FlyingToaster, Jan 08 2011
  

       //Sometimes, it's best to let stuff do what it was designed to do...// [marked-for-tagline]
rcarty, Jan 08 2011
  

       The inside of the oven would be a suitable heat sink for the few Watts needed. (Not my bone.)   

       Another approach would be to drill a suitably sized hole in the microwave, and use a "2.45GHz slotted wave guide antenna" and presumably a suitable rectifier. (Don't try this at home!) [link]
csea, Jan 08 2011
  

       And forget about making any phone calls on cordless phones or using any bluetooth or Zigbee devices.
Ian Tindale, Jan 08 2011
  

       //and use a "2.45GHz slotted wavelength antenna// which is what we'll be using as a Faraday cage in this Idea. (okay, it's a pretty special Faraday cage since the wires aren't joined to each other as a mesh). Sry about the autobone accusation.
FlyingToaster, Jan 09 2011
  

       [21Q] The Idea uses a rectenna which is folded through the cover such that it also acts like a Faraday cage, ie: the wires are spaced closely together.   

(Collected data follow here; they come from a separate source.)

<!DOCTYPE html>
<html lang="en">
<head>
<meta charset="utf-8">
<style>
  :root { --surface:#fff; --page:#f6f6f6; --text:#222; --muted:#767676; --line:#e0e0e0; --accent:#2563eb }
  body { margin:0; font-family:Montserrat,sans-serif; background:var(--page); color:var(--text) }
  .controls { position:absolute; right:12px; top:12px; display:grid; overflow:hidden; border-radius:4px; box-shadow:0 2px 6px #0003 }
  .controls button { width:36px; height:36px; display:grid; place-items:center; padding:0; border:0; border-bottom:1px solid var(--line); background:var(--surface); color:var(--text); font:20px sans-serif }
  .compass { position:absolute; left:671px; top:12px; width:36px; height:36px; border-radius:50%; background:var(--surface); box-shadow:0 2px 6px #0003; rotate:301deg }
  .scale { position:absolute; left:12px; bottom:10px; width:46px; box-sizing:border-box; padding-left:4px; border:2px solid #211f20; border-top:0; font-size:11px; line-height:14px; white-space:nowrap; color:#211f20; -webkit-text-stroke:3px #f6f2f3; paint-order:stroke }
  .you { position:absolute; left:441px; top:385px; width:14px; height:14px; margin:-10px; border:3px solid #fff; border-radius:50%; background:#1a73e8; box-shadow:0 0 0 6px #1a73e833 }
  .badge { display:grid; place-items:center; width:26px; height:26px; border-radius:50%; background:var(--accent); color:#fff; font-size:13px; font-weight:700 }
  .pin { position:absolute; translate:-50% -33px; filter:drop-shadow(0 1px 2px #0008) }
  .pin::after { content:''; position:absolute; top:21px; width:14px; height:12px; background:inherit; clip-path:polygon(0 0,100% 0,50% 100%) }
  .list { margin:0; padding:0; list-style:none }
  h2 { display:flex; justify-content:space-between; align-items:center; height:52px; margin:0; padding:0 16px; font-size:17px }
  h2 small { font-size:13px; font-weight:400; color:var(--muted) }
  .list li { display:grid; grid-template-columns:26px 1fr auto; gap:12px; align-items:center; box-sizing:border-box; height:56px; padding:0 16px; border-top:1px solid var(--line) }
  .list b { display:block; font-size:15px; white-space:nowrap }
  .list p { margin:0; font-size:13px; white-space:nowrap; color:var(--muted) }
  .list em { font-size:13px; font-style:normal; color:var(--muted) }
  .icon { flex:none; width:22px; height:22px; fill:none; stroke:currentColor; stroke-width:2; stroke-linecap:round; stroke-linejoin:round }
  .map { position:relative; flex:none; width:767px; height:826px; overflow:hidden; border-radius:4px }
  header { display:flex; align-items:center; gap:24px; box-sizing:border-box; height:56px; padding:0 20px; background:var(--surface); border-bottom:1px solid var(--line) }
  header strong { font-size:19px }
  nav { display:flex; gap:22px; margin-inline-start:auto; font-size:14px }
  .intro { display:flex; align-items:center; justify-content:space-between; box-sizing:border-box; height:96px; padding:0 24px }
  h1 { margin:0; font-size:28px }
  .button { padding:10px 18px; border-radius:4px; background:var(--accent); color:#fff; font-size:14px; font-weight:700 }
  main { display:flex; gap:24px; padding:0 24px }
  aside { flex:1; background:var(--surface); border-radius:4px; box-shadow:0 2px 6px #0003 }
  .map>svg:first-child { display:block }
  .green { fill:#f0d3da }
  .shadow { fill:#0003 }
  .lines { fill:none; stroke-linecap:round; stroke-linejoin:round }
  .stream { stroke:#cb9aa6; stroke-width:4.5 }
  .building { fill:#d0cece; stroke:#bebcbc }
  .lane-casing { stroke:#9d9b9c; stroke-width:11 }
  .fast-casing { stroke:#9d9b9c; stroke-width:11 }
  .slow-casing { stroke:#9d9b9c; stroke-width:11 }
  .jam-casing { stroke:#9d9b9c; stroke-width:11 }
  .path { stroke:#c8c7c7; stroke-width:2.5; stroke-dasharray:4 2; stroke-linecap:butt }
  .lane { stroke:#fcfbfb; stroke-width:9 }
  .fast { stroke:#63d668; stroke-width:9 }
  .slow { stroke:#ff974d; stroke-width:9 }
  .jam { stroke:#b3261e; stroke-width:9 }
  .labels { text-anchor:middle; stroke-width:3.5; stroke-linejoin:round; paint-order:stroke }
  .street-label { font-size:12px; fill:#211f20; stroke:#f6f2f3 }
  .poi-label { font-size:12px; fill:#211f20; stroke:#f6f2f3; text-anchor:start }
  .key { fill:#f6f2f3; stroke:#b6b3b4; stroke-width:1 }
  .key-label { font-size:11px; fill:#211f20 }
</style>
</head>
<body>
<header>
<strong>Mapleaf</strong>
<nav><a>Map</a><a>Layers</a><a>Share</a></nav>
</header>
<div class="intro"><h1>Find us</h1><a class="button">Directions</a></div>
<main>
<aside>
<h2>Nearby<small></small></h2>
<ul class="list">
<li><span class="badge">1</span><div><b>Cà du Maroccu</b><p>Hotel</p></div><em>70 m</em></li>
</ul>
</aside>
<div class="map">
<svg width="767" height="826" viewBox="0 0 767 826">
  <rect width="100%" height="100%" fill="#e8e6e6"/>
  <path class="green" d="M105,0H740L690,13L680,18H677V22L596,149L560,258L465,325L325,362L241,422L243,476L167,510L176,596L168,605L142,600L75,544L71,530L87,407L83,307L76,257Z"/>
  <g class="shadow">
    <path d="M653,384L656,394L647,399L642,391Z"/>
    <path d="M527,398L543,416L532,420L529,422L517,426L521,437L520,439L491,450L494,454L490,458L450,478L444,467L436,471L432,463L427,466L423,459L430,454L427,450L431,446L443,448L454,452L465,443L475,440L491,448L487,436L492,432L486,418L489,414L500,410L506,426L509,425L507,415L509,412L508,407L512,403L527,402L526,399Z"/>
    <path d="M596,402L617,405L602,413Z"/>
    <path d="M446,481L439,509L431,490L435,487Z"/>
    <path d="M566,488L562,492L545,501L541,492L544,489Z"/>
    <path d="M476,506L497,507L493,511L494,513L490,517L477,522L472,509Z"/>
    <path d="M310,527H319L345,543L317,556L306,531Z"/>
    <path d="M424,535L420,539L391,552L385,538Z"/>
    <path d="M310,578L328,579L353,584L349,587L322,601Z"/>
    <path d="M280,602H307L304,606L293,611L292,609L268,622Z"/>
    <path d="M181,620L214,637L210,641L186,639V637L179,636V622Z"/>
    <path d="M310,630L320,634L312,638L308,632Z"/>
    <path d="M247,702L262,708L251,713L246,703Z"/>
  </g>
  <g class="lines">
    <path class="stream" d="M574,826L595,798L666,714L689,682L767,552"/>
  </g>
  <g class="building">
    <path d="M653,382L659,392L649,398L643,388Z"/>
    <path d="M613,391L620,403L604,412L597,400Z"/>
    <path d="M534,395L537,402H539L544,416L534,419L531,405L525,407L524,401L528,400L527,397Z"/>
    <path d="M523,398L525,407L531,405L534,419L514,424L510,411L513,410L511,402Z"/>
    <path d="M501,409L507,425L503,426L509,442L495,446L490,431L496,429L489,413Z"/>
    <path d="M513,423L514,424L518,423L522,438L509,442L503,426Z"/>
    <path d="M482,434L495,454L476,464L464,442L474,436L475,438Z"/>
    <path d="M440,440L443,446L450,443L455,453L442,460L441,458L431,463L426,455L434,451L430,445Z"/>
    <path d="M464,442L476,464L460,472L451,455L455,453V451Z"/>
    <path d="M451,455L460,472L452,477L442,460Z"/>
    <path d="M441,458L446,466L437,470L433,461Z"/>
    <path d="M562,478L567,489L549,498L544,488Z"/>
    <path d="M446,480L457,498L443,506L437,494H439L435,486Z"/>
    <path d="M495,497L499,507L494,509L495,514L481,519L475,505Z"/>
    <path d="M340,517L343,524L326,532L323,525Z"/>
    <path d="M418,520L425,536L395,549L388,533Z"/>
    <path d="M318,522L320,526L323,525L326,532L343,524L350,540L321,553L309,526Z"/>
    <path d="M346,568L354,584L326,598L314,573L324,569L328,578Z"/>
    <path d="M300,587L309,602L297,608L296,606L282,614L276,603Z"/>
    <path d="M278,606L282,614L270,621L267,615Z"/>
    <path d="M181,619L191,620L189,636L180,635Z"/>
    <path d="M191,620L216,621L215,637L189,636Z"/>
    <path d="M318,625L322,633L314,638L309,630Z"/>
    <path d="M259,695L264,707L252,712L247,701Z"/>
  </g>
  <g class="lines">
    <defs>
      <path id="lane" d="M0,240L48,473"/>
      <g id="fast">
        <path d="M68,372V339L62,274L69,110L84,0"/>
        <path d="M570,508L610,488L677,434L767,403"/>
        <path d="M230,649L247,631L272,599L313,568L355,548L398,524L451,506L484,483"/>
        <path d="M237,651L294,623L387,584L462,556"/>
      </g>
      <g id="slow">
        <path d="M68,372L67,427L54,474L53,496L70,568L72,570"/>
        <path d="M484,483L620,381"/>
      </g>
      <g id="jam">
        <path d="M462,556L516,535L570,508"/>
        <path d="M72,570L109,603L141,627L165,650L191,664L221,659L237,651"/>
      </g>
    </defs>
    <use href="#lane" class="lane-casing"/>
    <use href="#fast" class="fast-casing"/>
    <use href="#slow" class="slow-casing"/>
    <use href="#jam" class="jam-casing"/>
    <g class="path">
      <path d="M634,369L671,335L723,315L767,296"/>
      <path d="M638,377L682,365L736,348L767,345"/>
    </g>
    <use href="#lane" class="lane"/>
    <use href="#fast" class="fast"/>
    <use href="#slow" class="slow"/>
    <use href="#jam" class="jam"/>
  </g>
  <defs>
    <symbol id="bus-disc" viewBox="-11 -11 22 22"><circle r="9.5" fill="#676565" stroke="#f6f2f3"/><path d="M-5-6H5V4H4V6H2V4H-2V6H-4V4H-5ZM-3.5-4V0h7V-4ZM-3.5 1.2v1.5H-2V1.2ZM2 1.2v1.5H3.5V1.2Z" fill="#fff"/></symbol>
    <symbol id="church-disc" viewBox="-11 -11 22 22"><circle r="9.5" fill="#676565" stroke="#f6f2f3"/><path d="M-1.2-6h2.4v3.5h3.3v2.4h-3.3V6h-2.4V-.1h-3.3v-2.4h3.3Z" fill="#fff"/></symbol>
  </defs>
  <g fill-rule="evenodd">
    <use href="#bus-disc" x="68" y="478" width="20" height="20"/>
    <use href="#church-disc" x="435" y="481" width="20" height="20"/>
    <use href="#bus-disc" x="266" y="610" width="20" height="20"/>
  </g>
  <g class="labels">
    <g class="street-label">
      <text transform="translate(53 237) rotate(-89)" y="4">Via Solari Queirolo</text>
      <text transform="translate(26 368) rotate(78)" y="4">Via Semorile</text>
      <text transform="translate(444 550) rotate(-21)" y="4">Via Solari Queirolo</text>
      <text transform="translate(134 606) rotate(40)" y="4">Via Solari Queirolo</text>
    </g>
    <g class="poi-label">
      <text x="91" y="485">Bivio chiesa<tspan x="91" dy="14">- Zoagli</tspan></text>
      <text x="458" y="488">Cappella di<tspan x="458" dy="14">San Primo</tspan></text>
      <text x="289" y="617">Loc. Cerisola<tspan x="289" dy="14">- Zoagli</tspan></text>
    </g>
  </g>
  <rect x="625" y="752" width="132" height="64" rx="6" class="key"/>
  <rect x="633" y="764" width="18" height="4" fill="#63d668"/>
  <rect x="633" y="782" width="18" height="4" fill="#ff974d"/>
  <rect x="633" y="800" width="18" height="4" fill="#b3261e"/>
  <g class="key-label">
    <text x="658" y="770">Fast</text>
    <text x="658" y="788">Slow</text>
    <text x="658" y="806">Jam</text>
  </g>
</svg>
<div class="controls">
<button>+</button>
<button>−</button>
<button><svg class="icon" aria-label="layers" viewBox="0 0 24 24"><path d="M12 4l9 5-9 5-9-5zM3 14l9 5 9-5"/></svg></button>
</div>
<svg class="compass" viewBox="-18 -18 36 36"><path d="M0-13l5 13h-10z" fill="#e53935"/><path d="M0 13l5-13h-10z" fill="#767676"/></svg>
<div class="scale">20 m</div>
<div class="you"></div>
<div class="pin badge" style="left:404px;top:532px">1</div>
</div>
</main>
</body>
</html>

       The "metal in microwave" thing won't happen: these wires *absorb* the uwaves because they're a microwave antenna: that's what they do. So there's no bouncing the uwaves back to the magnetron.
FlyingToaster, Jan 09 2011
  

       because I thought I'd be cute and push "Faraday Cage" as an easy visual aid... consider me chastised, post amended.
FlyingToaster, Jan 09 2011
  

       There's a shop in East Anglia that sells batteries.
MaxwellBuchanan, Jan 09 2011
  

       I've heard of that place: do they deliver ?
FlyingToaster, Jan 09 2011
  

       If you’ve got somewhere to put all those hens, yes.